Wednesday, March 26, 2014

FANGIRL by Rainbow Rowell

I know I normally don't do book reviews on Pub Hub, but if you haven't picked up Fangirl by Rainbow Rowell yet, do me a solid and make some time for it.

I've been trying to get my hands on Fangirl for a while. A friend I used to write fanfiction with kept telling me, you'll love it! You'll just get it.

And it's true. I went into Fangirl and immediately connected with Cath's dedication to her audience, as well as her love affair with a fictional world—the Simon Snow world.

Which helped, because Cath is hard to relate to at first. It's her first year away at college and she's totally antisocial and reclusive—the opposite of her twin sister, Wren, who's become great friends with her roommate and goes out drinking every night. Cath's never been on her own before—and neither has her dad, brilliant and sweet but a little unstable as he is. The only one challenging Cath's self-imposed bubble is her grouchy roommate's boyfriend, Levi, who just won't let up trying to be her friend.

But writing fanfiction about Simon and Baz keeps her going. And she's good at it. Fanfiction is great training for young writers; for Cath, who already feels like a fish out of water, writing inside a world she already knows is comforting.

Except that her fiction writing course is pushing her, and Cath is having a hard time handling the pressure of having to write something original, and finishing her epic Simon Snow fic before the next and final book of the series comes out.

I love Levi, as predicted. He's the kind of guy who kills you with kindness, who pummels you with his bubbly energy. I'd pick a Levi over an alpha male seven days of the week, and probably thirty-one days of the month (even if it was February). He steadily breaches the high walls Cath has erected around herself and for that, I adore him even more. 
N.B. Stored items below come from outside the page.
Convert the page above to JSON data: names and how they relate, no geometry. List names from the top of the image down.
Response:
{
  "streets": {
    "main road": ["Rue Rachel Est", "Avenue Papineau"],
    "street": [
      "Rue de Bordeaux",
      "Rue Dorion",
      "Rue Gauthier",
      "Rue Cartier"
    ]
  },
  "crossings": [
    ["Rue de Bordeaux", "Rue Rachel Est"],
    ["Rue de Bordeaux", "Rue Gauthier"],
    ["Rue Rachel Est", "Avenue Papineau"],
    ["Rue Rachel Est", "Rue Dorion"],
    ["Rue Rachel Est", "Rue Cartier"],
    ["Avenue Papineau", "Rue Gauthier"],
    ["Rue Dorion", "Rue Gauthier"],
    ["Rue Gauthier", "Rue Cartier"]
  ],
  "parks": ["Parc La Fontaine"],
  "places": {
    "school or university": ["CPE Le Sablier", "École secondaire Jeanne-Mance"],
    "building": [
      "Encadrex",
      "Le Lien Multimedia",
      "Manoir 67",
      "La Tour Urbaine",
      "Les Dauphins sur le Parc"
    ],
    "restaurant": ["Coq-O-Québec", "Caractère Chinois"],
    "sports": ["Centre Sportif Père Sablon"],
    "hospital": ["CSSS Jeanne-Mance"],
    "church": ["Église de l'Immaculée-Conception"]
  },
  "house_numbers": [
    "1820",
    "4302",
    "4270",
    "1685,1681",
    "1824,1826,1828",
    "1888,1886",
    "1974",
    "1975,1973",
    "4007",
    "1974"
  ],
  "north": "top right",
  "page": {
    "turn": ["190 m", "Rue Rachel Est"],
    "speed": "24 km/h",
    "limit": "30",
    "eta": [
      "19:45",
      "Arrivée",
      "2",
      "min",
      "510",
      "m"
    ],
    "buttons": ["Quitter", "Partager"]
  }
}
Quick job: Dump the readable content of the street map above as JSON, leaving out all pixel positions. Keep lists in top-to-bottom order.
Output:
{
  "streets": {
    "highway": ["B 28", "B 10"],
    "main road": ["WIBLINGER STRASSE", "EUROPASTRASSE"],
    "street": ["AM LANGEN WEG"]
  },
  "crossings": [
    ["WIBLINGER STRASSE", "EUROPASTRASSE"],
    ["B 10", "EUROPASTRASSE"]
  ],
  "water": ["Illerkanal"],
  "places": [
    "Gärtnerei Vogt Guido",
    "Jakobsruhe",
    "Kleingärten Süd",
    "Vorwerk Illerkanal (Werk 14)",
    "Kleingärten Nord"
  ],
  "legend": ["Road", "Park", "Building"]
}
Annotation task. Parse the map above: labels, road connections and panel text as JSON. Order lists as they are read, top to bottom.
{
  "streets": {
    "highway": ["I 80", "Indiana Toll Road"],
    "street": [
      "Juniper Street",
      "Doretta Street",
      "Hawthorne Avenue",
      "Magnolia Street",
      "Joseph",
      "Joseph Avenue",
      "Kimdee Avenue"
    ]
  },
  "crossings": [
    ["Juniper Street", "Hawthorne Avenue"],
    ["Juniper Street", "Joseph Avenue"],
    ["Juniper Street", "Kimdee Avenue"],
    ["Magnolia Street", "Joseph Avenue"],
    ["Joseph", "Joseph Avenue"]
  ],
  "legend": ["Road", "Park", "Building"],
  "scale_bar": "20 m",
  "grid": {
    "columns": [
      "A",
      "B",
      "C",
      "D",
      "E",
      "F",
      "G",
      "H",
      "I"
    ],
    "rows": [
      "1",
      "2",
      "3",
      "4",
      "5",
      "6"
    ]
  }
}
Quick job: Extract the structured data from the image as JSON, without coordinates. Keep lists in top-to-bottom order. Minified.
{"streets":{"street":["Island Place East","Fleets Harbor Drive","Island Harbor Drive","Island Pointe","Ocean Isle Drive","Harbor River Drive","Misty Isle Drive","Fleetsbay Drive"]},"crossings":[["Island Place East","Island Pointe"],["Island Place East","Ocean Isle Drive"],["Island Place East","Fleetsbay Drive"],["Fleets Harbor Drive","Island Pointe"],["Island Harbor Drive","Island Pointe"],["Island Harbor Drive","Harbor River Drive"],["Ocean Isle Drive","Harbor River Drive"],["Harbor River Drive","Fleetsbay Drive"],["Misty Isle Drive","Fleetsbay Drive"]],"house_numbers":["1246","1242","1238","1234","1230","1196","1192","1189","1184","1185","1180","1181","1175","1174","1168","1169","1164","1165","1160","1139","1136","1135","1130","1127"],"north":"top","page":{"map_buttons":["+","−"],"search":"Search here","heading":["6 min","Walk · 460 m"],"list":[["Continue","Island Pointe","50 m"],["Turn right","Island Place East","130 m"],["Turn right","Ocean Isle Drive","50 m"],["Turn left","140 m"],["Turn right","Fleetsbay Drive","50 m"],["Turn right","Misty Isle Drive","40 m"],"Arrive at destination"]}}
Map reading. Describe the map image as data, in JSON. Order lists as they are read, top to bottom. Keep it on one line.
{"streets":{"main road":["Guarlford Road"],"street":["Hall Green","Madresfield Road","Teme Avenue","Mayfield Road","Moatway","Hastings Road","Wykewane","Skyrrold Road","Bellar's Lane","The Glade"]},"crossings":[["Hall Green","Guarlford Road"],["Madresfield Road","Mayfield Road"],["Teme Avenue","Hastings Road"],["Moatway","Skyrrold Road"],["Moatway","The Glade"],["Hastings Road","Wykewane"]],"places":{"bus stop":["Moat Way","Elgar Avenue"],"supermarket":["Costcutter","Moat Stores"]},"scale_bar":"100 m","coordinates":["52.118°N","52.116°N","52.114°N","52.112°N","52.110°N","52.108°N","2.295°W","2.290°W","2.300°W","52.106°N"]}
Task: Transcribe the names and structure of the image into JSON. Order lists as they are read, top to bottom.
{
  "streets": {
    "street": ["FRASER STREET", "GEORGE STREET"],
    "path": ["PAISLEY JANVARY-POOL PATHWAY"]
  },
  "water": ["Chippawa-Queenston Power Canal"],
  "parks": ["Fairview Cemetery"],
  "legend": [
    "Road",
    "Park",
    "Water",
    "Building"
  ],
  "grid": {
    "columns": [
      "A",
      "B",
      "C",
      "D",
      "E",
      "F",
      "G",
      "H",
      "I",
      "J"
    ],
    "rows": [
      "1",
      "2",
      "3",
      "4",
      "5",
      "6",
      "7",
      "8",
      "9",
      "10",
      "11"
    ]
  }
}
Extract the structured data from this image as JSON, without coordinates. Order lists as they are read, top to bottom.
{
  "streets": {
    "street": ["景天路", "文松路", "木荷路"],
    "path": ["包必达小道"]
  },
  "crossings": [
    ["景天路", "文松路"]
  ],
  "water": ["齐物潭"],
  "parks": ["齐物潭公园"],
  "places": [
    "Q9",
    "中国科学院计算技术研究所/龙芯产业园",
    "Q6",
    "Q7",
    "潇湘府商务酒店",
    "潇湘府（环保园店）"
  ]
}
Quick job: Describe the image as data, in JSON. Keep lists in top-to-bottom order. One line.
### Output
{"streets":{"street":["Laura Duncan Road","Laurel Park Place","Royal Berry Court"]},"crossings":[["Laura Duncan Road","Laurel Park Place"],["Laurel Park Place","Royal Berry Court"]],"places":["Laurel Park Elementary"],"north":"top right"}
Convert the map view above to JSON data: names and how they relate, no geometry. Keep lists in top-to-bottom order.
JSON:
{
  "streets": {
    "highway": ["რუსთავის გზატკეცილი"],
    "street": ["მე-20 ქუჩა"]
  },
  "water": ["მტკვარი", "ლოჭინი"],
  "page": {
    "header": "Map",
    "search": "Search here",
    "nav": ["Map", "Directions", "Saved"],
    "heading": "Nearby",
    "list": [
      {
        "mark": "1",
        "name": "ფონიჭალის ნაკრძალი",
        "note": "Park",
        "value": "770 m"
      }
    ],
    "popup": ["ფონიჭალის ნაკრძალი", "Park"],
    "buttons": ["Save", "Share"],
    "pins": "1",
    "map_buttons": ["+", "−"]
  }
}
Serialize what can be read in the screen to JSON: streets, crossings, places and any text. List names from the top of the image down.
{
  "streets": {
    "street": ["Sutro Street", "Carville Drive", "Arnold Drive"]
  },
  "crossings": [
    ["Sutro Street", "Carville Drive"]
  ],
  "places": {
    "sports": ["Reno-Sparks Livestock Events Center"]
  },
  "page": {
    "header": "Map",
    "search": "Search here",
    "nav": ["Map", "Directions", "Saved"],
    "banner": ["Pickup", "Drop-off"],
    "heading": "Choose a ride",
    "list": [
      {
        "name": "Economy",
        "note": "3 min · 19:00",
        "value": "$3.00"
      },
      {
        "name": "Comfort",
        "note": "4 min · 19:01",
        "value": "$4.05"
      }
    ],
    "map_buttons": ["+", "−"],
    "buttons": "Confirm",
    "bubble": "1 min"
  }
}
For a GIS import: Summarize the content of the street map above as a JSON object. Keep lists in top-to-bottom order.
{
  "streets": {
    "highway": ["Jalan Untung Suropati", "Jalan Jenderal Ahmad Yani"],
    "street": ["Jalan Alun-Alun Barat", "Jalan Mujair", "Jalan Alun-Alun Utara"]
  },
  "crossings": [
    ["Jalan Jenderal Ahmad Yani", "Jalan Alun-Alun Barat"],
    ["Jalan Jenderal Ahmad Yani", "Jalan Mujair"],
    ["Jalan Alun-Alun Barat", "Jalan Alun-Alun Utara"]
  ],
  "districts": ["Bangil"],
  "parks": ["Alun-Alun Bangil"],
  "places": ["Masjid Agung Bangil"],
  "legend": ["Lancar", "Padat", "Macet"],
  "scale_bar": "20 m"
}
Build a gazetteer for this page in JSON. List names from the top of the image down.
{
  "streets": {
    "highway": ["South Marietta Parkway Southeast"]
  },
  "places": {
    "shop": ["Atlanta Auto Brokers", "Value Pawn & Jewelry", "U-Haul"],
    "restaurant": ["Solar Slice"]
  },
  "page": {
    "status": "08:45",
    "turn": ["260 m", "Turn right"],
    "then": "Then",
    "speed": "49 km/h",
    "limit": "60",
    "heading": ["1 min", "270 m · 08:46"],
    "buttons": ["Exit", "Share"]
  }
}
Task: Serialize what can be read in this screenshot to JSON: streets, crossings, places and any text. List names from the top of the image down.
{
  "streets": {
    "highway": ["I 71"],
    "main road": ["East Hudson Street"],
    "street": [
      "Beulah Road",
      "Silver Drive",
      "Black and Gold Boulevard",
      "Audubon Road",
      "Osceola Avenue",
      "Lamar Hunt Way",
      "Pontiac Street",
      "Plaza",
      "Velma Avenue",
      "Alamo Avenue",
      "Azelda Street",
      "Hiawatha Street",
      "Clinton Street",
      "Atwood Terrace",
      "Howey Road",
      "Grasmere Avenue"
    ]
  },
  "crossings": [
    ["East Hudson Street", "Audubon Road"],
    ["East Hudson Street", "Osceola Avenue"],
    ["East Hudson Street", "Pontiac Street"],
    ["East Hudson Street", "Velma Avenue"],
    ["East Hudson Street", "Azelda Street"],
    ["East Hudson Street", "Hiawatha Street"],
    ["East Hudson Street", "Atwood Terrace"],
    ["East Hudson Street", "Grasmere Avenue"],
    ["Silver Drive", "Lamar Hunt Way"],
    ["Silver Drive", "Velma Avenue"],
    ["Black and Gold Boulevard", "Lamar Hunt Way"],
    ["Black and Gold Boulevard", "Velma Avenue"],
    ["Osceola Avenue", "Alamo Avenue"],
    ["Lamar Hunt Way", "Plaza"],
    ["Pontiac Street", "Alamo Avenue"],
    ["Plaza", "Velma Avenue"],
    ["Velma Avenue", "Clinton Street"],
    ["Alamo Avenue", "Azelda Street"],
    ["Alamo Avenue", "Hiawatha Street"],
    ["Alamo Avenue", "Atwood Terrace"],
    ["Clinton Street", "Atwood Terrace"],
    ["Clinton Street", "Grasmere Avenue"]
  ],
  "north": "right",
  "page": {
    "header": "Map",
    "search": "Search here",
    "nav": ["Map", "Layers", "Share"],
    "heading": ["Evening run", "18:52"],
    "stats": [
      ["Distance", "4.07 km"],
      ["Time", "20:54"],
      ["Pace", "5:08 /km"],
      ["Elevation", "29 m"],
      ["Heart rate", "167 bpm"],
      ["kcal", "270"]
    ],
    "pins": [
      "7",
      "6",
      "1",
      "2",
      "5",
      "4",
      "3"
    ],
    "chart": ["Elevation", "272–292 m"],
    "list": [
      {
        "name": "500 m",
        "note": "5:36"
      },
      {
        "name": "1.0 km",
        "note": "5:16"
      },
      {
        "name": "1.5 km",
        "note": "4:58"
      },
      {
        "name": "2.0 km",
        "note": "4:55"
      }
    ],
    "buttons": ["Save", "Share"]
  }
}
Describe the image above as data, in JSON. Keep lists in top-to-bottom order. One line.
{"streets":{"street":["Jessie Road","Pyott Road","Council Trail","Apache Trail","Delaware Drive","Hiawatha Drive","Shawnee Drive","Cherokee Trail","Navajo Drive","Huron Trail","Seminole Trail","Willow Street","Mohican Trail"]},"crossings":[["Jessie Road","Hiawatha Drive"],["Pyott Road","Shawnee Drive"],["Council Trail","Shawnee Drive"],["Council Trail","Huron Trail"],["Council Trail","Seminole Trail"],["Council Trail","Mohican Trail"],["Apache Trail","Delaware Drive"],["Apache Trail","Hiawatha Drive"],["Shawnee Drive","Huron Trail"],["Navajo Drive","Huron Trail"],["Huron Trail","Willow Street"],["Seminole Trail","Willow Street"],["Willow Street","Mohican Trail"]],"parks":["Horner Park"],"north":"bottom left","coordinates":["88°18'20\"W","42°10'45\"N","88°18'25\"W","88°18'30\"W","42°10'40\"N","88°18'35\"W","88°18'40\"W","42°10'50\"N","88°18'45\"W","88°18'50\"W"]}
And, of course, the unlikely friendship that forms between Cath and her roommate Reagan is endlessly amusing. Levi's seemingly limitless supply of smiles are the perfect complement to their snarking and belligerence.

But the thing that captured me most about Fangirl were the in-between chapter pages—the ones featuring snippets from alternatingly the "real" Simon Snow books, and Cath's fanfiction. I saw my own what-if fictions mirrored back at me. Even though Cath and I are as different as night and day in terms of personality, I completely understand why fanfiction is her security blanket. Simon Snow's world is one she understands, inside one that makes no sense to her--one where her twin sister has become a stranger and where her deadbeat mother is trying wriggle her way back into Cath and Wren's life.

Not to mention that Rowell is really just a kick-butt writer.

I can't say how Fangirl would read for someone who didn't have the history and relationship with fanfiction that I do. I'm sure fanfiction seems silly to outsiders—in fact, I think Reagan proves that. But great writers start in all kinds of ways, and once you get in deep enough with Cath, I think you'll understand. And, frankly, Fangirl is just a really fun book.